Such files shall be retained for at least 6 months onsite, and thereafter shall be securely archived.
(l) Records, Archival.
(1) Types of Records Archived. The following data and files must be archived by (or on behalf of) the Certification Authority:
(A) All computer security audit data;
(B) All certificate application data;
(C) All certificates, and all Certificate Revocation Lists or certificate status records generated;
(D) Key histories; and
(E) All correspondence between the Certification Authority and Registration Authority, Certificate Manufacturing Authority, Repository Services Provider, and subscriber.
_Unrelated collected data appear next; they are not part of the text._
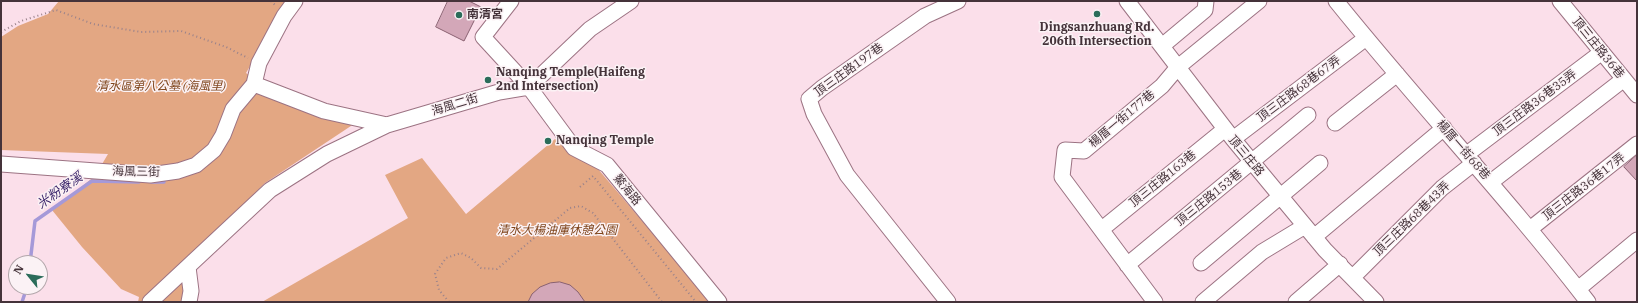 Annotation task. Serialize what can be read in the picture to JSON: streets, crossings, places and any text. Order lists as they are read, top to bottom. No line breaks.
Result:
{"streets":{"street":["頂三庄路36巷","頂三庄路197巷","頂三庄路68巷67弄","頂三庄路36巷35弄","海風二街","楊厝一街177巷","楊厝一街68巷","頂三庄路","海風三街","頂三庄路163巷","頂三庄路36巷17弄","鰲海路","頂三庄路153巷","頂三庄路68巷43弄"]},"crossings":[["頂三庄路36巷","頂三庄路36巷35弄"],["頂三庄路68巷67弄","楊厝一街68巷"],["頂三庄路68巷67弄","頂三庄路"],["頂三庄路68巷67弄","頂三庄路163巷"],["頂三庄路36巷35弄","楊厝一街68巷"],["頂三庄路36巷35弄","頂三庄路68巷43弄"],["海風二街","海風三街"],["海風二街","鰲海路"],["楊厝一街177巷","頂三庄路"],["楊厝一街177巷","頂三庄路163巷"],["楊厝一街177巷","頂三庄路153巷"],["楊厝一街68巷","頂三庄路36巷17弄"],["楊厝一街68巷","頂三庄路68巷43弄"],["頂三庄路","頂三庄路163巷"],["頂三庄路","頂三庄路153巷"],["頂三庄路","頂三庄路68巷43弄"]],"water":["米粉寮溪"],"parks":["清水區第八公墓 (海風里)","清水大楊油庫休憩公園"],"places":["Dingsanzhuang Rd. 206th Intersection","南清宮","Nanqing Temple(Haifeng 2nd Intersection)","Nanqing Temple"],"north":"top left"} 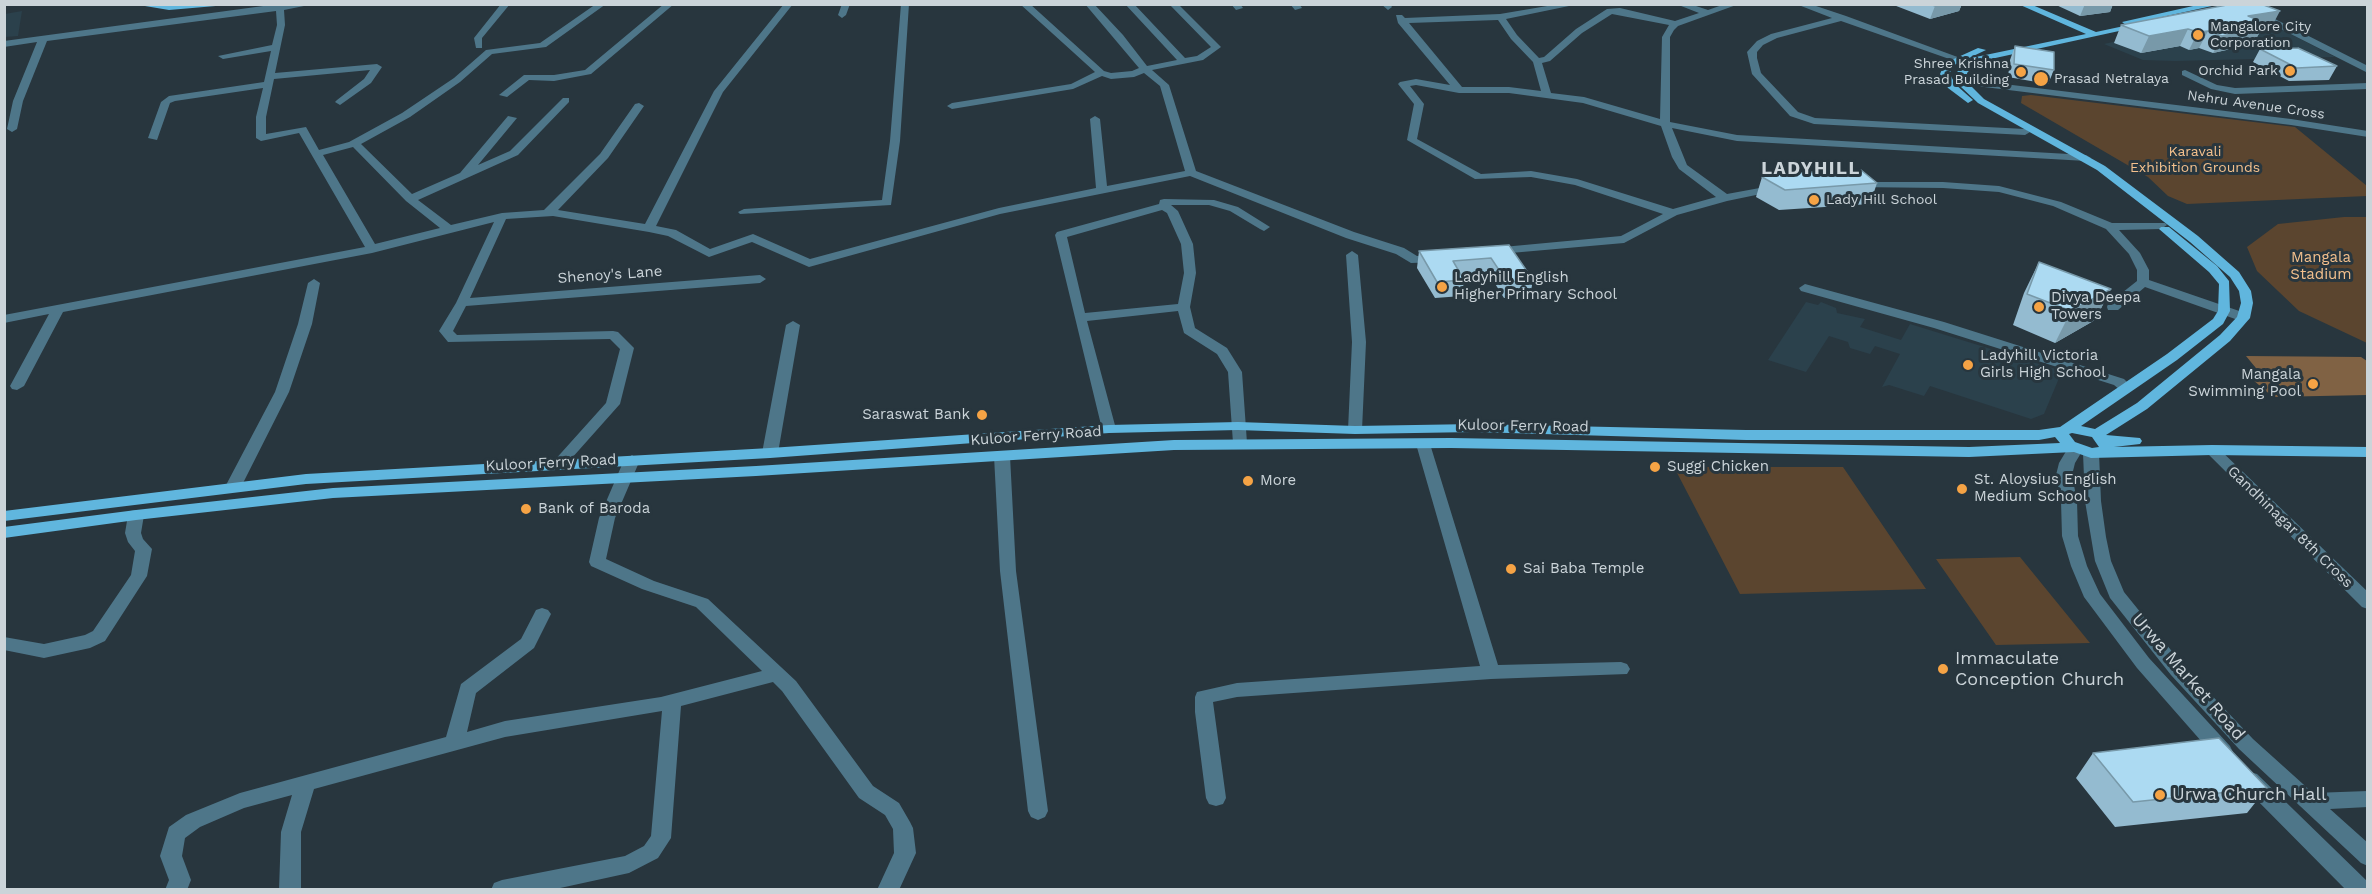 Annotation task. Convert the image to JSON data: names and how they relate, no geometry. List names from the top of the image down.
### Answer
{
  "streets": {
    "main road": ["Kuloor Ferry Road"],
    "street": [
      "Nehru Avenue Cross",
      "Shenoy's Lane",
      "Gandhinagar 8th Cross",
      "Urwa Market Road"
    ]
  },
  "crossings": [
    ["Kuloor Ferry Road", "Urwa Market Road"]
  ],
  "districts": ["LADYHILL"],
  "parks": ["Karavali Exhibition Grounds", "Mangala Stadium"],
  "places": [
    "Mangalore City Corporation",
    "Orchid Park",
    "Shree Krishna Prasad Building",
    "Prasad Netralaya",
    "Lady Hill School",
    "Ladyhill English Higher Primary School",
    "Divya Deepa Towers",
    "Ladyhill Victoria Girls High School",
    "Mangala Swimming Pool",
    "Saraswat Bank",
    "Suggi Chicken",
    "More",
    "St. Aloysius English Medium School",
    "Bank of Baroda",
    "Sai Baba Temple",
    "Immaculate Conception Church",
    "Urwa Church Hall"
  ]
}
(2) Retention Period for Archive. Key and certificate information and archives of audit trail files must be retained for at least 30 years.
(3) Protection of Archive. The archive media must be protected either by physical security alone, or a combination of physical security and cryptographic protection. The archive must be protected from environmental threats such as temperature, humidity, and magnetism. The Certification Practice Statement must address the procedure for transferring and preserving the archive media in the case of the Certification Authority ceasing operation in this State.
(4) Archive Backup Procedures. Adequate backup procedures must be in place. In event of loss or destruction of primary archives, a complete set of backup copies shall be readily available within no more than 24 hours. Back up procedures must be tested regularly.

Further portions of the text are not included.